Background: Linoleic acid has been implicated in the pathogenesis of acute pancreatitis. However, molecular mechanisms underlying adverse effects of large-dose linoleic acid remain unclear. Current study aimed to explore the impact of high-dose linoleic acid on the activation of Janus kinase 2 (JAK2)-signal transducers and activators of transcription 3 (STAT3) pathway, cytokine production, and lipogenesis in pancreatic exocrine cells. Methods: MTT assay was used to detect the viability of AR42J rat pancreatic exocrine cells, and lactate dehydrogenase assay was utilized to detect cytotoxicity.
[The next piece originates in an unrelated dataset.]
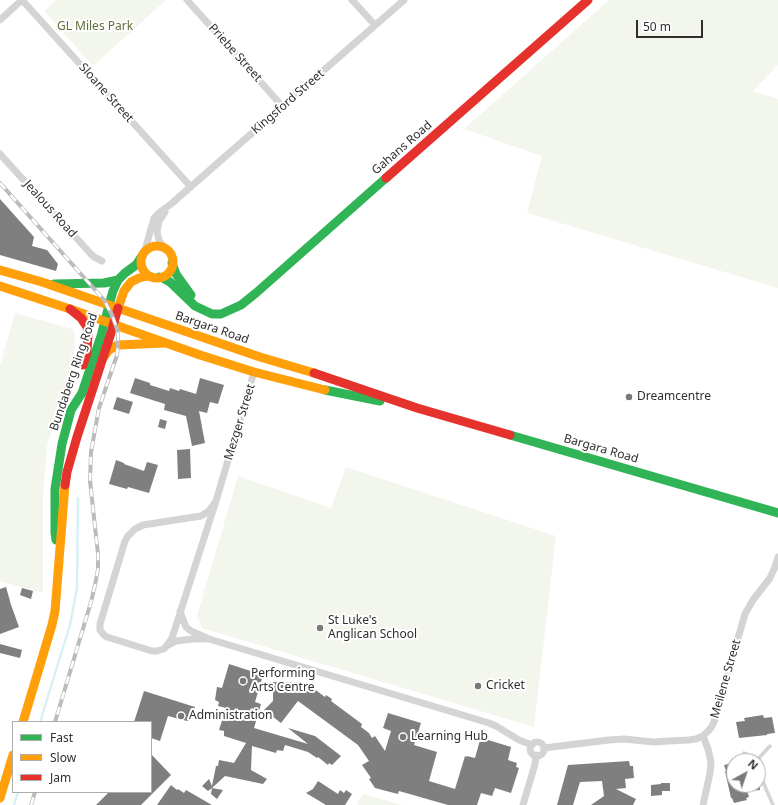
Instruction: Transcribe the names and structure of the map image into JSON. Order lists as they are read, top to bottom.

Concentrations of interleukin (IL)-6 and tumor necrosis factor (TNF)-alpha were detected by ELISA, and protein expression of JAK2, p-JAK2, STAT3, p-STAT3, and fatty acid synthase (FAS) was examined by Western Blot. The impact of high-dose linoleic acid on JAK2-STAT3 pathway was also examined when JAK2 was inhibited by AG490, and STAT3 expression was interrupted by siRNA. Results: The cell viability of AR42J rat pancreatic exocrine cells was inhibited, and cytotoxicity was increased by high-dose linoleic acid. JAK2 and STAT3 proteins in pancreatic exocrine cells were activated by high-dose linoleic acid via phosphorylation and nuclear localization of phosphorylated STAT3. Moreover, the expression of downstream proteins in JAK2-STAT3 pathway (IL-6, TNF-alpha and FAS) was up-regulated by high-dose linoleic acid. The increased levels of IL-6 and TNF-alpha caused by high-dose linoleic acid were attenuated by JAK2 inhibitor AG490. p-JAK2 protein was up-regulated, whereas p-STAT3, STAT3 and FAS proteins were down-regulated by high-dose linoleic acid in the presence of STAT3-siRNA. Conclusion: The cytotoxicity was increased and JAK2-STAT3 signaling pathway was activated by high-dose linoleic acid through cytokine production and lipogenesis in rat pancreatic exocrine cells.